Existe en nuestra sociedad un gran miedo a la soledad. De hecho, en la Biblia (Gen 2,18) se dice: “No es bueno que el hombre esté solo”. Siglos más tarde, el filósofo Aristóteles señaló que el hombre es un ser social por naturaleza, y que quien vive solo es un dios o una bestia.
Con estas frases se subrayó que la realización plena del ser humano se efectúa en comunión, en sociedad, en relación. Sin embargo, tampoco se debe olvidar que la simple convivencia o contacto físico no es garantía de compañía y realización, como mencionó Lope de Vega: “A mis soledades voy, de mis soledades vengo, porque para andar conmigo me bastan mis pensamientos”.
Definitivamente, podemos estar rodeados de personas en las más grandes ciudades y, sin embargo, sentirnos terriblemente solos, experimentar un enorme vacío y precipitarnos en una fantasmal oquedad.
No obstante, conviene precisar que, así como es necesaria la compañía, son igualmente imprescindibles los espacios de soledad. Pero, no de cualquier tipo de soledad, porque las hay asfixiantes, deprimentes, castrantes y enfermizas. No nos referimos a la simple soledad física, sino a la soledad interior que se cultiva en la más profunda intimidad de la persona.
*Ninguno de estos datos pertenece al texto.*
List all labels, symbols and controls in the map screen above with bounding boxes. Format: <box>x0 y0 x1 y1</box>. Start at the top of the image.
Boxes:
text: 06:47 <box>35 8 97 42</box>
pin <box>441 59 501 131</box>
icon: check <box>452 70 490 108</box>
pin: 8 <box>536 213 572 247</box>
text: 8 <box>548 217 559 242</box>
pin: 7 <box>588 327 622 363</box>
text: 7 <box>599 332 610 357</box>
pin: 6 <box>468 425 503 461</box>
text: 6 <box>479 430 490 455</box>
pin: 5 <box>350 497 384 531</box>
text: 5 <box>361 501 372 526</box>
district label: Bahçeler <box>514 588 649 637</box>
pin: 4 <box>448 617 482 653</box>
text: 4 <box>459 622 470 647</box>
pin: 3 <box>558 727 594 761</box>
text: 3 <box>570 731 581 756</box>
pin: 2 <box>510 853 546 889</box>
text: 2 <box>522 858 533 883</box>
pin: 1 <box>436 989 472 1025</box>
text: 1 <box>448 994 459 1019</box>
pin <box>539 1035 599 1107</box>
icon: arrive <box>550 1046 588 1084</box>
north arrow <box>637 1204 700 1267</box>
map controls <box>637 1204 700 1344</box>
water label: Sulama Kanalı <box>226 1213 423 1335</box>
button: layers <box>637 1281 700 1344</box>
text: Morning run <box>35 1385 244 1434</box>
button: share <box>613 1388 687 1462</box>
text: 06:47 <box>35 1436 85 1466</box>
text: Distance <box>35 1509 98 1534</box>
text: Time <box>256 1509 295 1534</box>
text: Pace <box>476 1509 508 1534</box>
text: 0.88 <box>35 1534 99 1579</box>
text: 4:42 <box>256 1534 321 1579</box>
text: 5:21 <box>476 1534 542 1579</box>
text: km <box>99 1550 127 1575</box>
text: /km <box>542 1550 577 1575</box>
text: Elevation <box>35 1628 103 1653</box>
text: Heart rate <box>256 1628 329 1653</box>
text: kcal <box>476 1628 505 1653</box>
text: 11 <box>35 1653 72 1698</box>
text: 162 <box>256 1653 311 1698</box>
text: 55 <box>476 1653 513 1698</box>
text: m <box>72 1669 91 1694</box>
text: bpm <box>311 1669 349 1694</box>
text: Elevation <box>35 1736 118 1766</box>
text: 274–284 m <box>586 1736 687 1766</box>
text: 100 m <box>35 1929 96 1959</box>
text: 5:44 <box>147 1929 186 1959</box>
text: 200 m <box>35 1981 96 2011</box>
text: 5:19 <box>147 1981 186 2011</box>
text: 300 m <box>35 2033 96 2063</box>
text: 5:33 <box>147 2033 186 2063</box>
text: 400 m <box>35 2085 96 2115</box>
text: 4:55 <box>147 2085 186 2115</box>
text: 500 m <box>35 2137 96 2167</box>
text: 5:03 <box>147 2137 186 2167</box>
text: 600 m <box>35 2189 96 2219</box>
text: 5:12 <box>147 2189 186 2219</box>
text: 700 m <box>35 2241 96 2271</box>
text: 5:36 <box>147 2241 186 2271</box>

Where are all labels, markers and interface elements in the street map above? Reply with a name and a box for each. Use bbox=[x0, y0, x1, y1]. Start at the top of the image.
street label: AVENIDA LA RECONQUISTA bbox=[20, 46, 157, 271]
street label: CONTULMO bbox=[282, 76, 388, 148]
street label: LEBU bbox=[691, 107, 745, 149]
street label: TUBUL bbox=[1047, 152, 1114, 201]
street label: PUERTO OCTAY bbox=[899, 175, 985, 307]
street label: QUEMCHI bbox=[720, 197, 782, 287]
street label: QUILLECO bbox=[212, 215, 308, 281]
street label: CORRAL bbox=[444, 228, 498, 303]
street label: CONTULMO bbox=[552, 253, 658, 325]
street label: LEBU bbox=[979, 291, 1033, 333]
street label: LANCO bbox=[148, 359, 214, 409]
Una soledad de la que es necesario nutrirse para compartir, después, su enriquecedor néctar en los momentos de convivencia y compañía.
Lo expresó claramente Thomas Merton: “Se dice con frecuencia que la soledad externa no es sólo peligrosa, sino totalmente innecesaria. Innecesaria porque todo lo que importa realmente es la soledad interior. Y ésta puede lograrse sin aislamiento físico”.
Si buscamos excesivamente la convivencia es porque, como dijo Pascal, procuramos la diversión, la distracción sistemática, las ocupaciones y entretenimientos que no permiten al ser humano experimentar, fortalecer y gozar su propia compañía.
¿Nutro convenientemente mi soledad interior?